● **TASK DETAILS**
Tally the lines in the data that follows that include the word "Convert", and report nothing but the total.

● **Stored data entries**
■ ■ ■ ■ ■
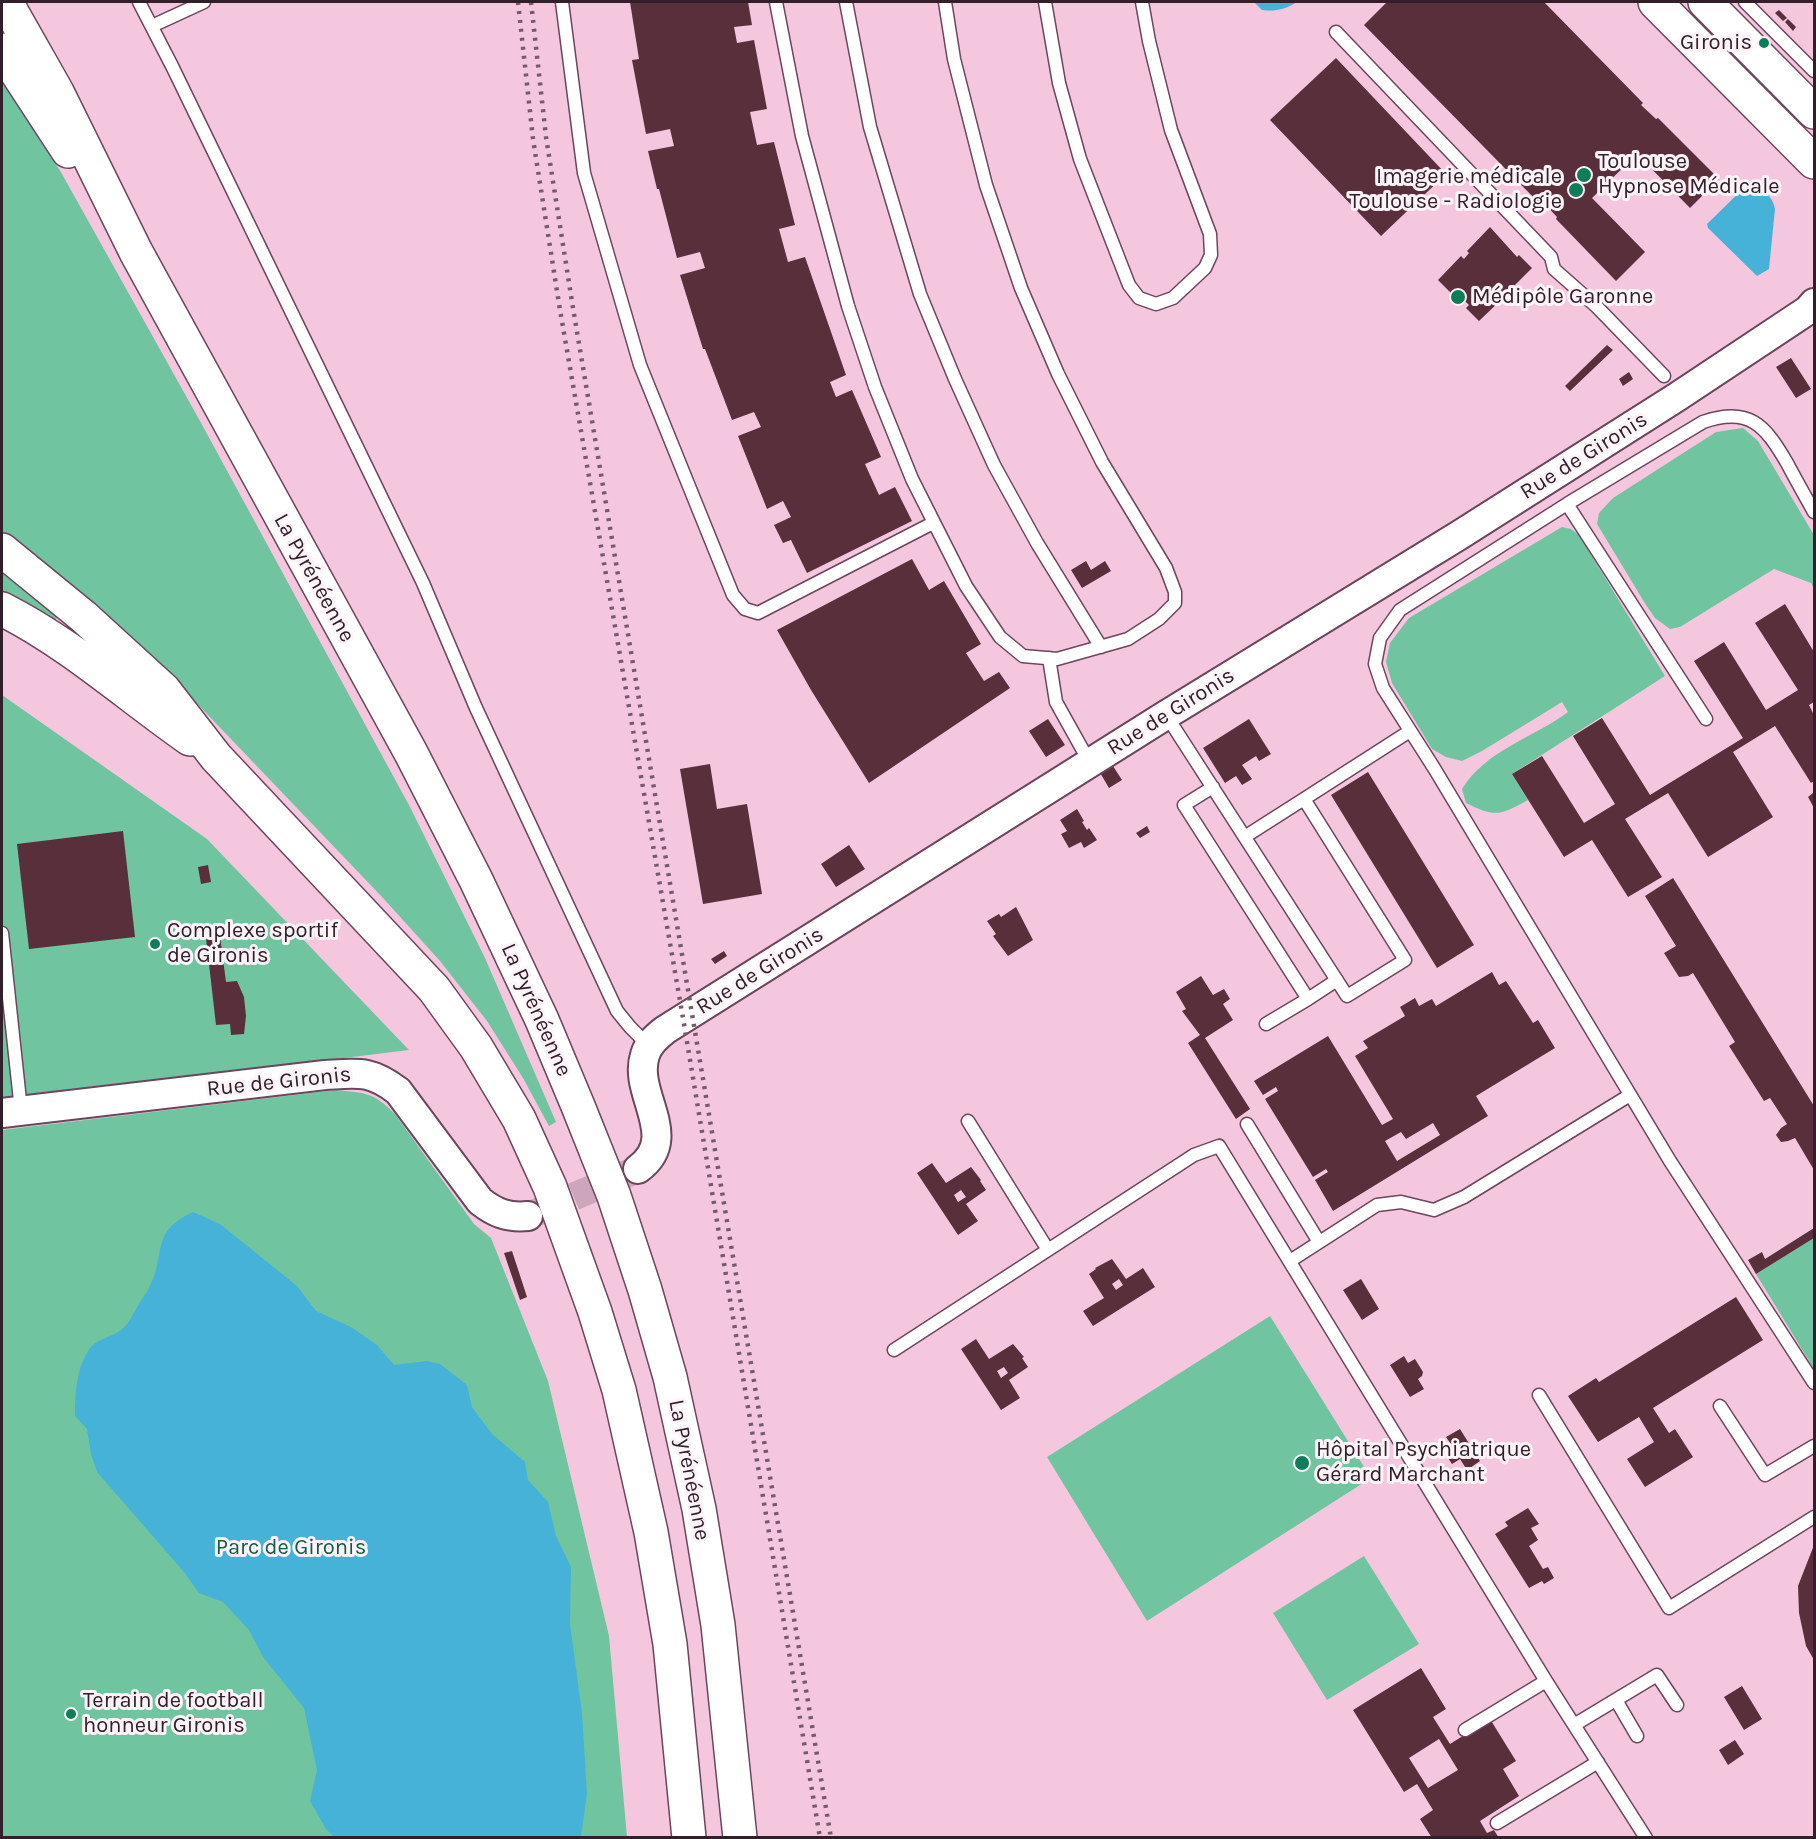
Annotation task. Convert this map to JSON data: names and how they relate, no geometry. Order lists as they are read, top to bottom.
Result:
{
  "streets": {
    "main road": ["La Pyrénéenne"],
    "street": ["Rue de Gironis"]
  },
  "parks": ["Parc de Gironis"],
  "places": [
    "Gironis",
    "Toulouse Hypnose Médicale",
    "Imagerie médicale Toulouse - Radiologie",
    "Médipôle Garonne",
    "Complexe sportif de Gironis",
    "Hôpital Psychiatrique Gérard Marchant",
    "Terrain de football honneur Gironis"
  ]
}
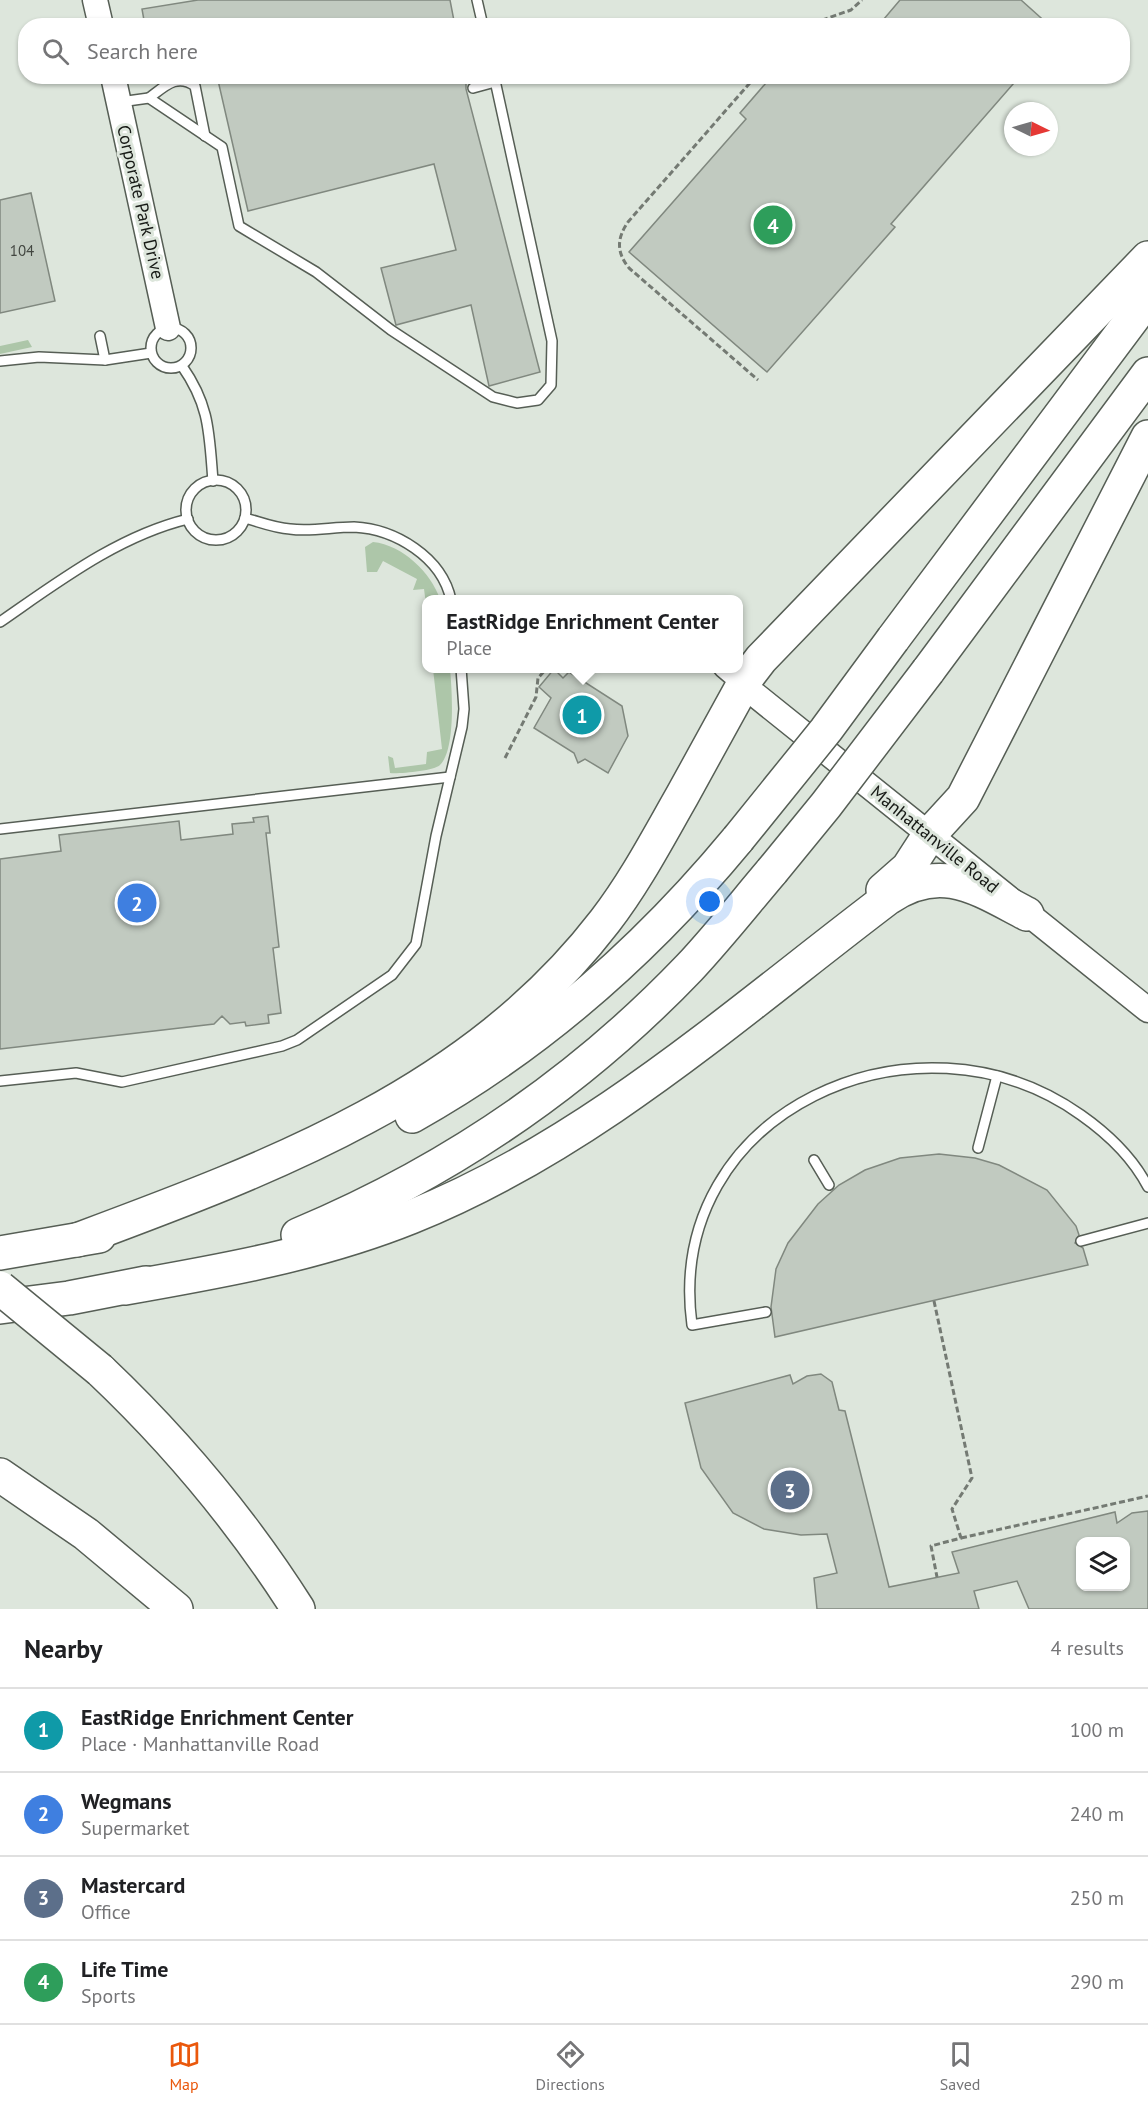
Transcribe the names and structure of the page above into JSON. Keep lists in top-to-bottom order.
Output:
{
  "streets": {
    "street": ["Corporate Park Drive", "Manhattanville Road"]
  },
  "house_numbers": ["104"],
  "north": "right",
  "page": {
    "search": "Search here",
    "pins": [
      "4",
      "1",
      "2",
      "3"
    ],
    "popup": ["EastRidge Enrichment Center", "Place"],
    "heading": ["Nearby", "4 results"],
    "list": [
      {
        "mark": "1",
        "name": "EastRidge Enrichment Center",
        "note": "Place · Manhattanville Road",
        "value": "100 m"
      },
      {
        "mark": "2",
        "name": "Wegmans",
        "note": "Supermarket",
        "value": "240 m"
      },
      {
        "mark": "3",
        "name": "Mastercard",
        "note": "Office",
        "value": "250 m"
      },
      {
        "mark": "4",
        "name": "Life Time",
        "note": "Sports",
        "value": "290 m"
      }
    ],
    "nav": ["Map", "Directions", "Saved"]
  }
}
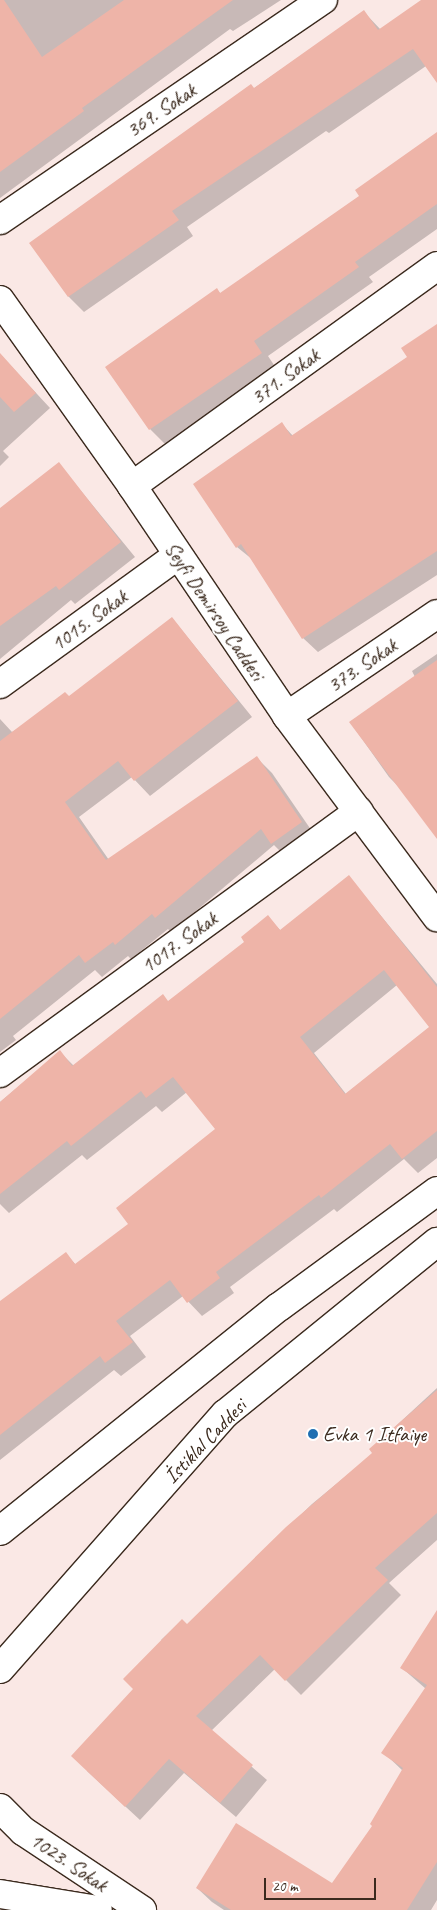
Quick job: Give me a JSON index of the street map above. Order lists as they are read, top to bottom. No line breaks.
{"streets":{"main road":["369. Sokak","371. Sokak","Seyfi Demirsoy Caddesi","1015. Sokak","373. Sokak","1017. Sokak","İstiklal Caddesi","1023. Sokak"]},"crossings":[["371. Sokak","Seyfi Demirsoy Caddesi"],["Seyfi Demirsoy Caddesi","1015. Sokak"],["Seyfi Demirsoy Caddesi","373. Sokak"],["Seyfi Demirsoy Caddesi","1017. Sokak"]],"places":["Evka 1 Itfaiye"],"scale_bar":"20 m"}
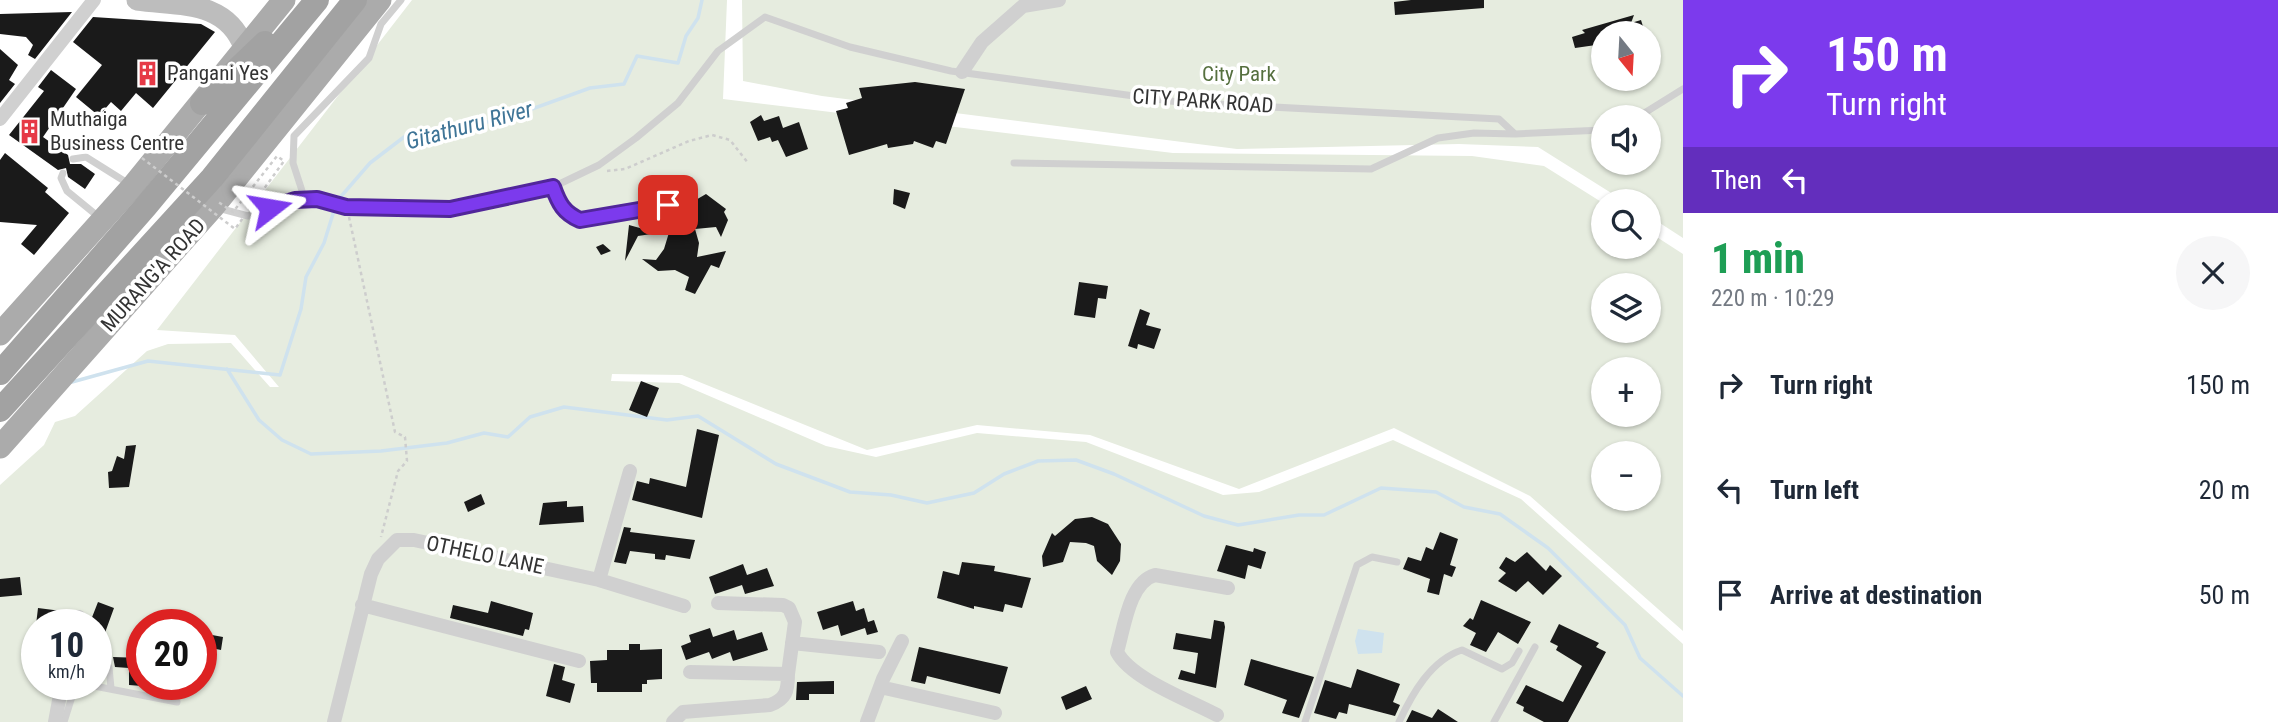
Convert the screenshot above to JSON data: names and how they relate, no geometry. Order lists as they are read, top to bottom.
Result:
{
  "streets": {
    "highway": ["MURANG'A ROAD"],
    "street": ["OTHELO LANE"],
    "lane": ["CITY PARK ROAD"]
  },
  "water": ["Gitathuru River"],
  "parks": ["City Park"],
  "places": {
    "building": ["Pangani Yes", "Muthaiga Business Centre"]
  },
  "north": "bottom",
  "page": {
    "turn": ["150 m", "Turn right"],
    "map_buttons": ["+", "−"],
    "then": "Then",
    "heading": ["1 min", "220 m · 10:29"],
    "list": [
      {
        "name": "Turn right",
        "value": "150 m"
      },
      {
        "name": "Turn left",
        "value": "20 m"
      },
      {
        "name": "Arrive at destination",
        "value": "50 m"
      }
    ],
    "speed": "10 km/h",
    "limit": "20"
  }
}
■ ■ ■ ■ ■
● **TASK RESULT**
2